After my tall tale winded down she tells me what is on the schedule for today. It turns out they knew about the why and how already, but wanted me to discuss it with them too. Breast augmentation, cut and perm, pierced ears, corset reduction of the waist, tendon tightening of the leg, and total removal of all body hair. Then to finish me off a new hairstyle and makeup. Then over to the clothing store, and a whole new wardrobe. According to Sis heels are required at her summer camp, so it appears I will be able to fit right in. After today heels will now be a requirement for my dainty little feet.
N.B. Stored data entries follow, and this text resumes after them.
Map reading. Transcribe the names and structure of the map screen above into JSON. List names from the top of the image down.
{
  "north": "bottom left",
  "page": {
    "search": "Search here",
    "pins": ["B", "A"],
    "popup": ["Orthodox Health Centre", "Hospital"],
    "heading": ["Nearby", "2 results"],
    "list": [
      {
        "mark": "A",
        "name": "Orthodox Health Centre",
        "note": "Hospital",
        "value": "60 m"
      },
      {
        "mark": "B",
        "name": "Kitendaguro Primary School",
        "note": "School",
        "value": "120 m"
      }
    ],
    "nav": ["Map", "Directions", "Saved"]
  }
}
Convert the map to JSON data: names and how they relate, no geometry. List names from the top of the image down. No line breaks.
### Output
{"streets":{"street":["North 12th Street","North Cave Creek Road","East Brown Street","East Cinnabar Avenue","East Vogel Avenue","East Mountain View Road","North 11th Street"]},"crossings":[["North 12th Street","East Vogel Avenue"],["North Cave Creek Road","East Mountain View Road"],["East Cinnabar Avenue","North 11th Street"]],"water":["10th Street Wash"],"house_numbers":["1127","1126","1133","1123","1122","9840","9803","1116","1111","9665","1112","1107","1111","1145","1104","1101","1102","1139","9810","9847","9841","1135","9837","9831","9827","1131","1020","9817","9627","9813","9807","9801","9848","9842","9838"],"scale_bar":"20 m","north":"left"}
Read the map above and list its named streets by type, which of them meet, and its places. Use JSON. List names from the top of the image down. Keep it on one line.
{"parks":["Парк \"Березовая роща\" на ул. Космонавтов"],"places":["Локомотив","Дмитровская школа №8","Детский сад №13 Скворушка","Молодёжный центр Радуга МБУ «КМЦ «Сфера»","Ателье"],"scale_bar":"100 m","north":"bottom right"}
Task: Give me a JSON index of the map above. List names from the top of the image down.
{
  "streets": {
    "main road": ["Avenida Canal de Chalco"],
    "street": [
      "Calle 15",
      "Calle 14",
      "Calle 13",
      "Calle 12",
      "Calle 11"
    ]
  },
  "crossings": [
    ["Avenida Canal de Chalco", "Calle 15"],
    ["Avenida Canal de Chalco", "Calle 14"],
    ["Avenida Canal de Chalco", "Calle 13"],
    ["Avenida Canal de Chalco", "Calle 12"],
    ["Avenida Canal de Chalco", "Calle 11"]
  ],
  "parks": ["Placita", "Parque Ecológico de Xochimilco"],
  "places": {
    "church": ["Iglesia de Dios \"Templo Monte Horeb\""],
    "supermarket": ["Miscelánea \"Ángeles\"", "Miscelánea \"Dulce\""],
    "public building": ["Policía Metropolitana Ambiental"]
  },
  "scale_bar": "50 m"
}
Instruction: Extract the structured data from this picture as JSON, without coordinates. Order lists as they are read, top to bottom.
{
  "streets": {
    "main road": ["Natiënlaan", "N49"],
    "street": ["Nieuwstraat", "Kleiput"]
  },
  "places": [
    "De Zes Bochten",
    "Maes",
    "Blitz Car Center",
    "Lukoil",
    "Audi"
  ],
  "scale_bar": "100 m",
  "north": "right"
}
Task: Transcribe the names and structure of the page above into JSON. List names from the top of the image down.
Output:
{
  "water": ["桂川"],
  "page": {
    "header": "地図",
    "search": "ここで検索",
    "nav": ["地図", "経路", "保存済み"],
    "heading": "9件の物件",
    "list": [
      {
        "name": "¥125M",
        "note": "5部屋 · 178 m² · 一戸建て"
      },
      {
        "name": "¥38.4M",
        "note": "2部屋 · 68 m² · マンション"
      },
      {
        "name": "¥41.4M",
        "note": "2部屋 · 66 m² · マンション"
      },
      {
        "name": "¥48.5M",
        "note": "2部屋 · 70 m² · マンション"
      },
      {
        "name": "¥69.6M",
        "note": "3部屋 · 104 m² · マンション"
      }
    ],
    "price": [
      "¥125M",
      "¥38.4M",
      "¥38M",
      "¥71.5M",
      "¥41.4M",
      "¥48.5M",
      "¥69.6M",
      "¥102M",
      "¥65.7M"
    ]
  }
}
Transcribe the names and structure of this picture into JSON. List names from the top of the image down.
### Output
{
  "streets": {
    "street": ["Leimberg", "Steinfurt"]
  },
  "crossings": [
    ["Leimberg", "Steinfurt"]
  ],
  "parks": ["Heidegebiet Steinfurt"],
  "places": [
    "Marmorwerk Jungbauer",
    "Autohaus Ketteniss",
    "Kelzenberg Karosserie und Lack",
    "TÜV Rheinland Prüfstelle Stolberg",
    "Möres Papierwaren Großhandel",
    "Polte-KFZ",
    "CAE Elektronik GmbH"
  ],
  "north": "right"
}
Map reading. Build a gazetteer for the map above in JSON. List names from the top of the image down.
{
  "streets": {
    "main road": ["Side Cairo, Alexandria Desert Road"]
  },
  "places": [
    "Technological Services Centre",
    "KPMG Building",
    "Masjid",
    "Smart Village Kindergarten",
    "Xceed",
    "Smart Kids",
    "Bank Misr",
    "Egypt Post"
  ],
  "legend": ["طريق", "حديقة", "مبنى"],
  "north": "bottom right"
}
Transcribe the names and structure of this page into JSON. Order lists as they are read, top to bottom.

I just sat there lost in thought, I am sure there will be no George left after all of this. Maybe it wouldn’t be that bad, my crappy life up to now is nothing to hold on to, so a step in the other direction might just be what the doctor ordered. Sis has already set all of this in motion, so all I am doing is going along for the ride. If that list is anything to go by it will be some ride.

Dallas asks me to sign some waivers that I do understand what is going to be done to me and I am not opposed to the treatments. I surprise myself by thanking her for listening to me, it does feel better to talk it out with someone. I also see that this whole deal is not so much a payback but an attempt to get me out of my shell and back into life. The payback just insures my compliance. When I see Sis tonight I need to show my appreciation. I did sign the papers, hoping I am doing the right thing but deep down there was no doubt, maybe just a little left over male trying to save himself.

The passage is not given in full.